Segment Start: EXCERPTED RECORDS

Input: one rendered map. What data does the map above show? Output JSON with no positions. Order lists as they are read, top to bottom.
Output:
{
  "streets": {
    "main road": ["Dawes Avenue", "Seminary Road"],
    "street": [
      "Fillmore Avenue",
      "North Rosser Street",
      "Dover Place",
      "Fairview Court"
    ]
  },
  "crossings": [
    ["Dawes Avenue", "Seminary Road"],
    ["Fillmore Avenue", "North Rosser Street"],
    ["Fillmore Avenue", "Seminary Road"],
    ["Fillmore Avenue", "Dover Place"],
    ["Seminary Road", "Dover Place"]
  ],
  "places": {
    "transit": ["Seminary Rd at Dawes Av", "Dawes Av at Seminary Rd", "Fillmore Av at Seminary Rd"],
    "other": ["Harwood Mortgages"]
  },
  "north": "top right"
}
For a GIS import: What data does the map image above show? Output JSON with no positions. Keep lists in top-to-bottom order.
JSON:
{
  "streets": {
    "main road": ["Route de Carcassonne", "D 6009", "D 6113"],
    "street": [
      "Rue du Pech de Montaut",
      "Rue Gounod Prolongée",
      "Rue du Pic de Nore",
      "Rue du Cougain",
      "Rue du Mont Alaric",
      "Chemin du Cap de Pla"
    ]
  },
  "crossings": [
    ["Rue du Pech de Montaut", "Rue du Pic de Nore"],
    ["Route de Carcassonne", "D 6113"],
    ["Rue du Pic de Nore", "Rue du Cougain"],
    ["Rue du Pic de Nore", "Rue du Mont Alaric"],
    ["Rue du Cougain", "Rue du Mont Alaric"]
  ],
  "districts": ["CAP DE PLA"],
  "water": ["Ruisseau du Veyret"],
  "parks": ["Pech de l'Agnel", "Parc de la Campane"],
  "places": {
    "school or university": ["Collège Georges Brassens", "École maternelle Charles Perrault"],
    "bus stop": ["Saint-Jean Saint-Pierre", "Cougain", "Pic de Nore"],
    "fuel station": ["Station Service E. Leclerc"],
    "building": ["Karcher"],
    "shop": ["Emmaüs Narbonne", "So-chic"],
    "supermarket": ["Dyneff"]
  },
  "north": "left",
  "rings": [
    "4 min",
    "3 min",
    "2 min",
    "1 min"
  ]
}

Segment End: EXCERPTED RECORDS

EXERCISE = Check each line above for the string "Montaut" and copy those that have it.

TASK RESPONSE =
      "Rue du Pech de Montaut",
    ["Rue du Pech de Montaut", "Rue du Pic de Nore"],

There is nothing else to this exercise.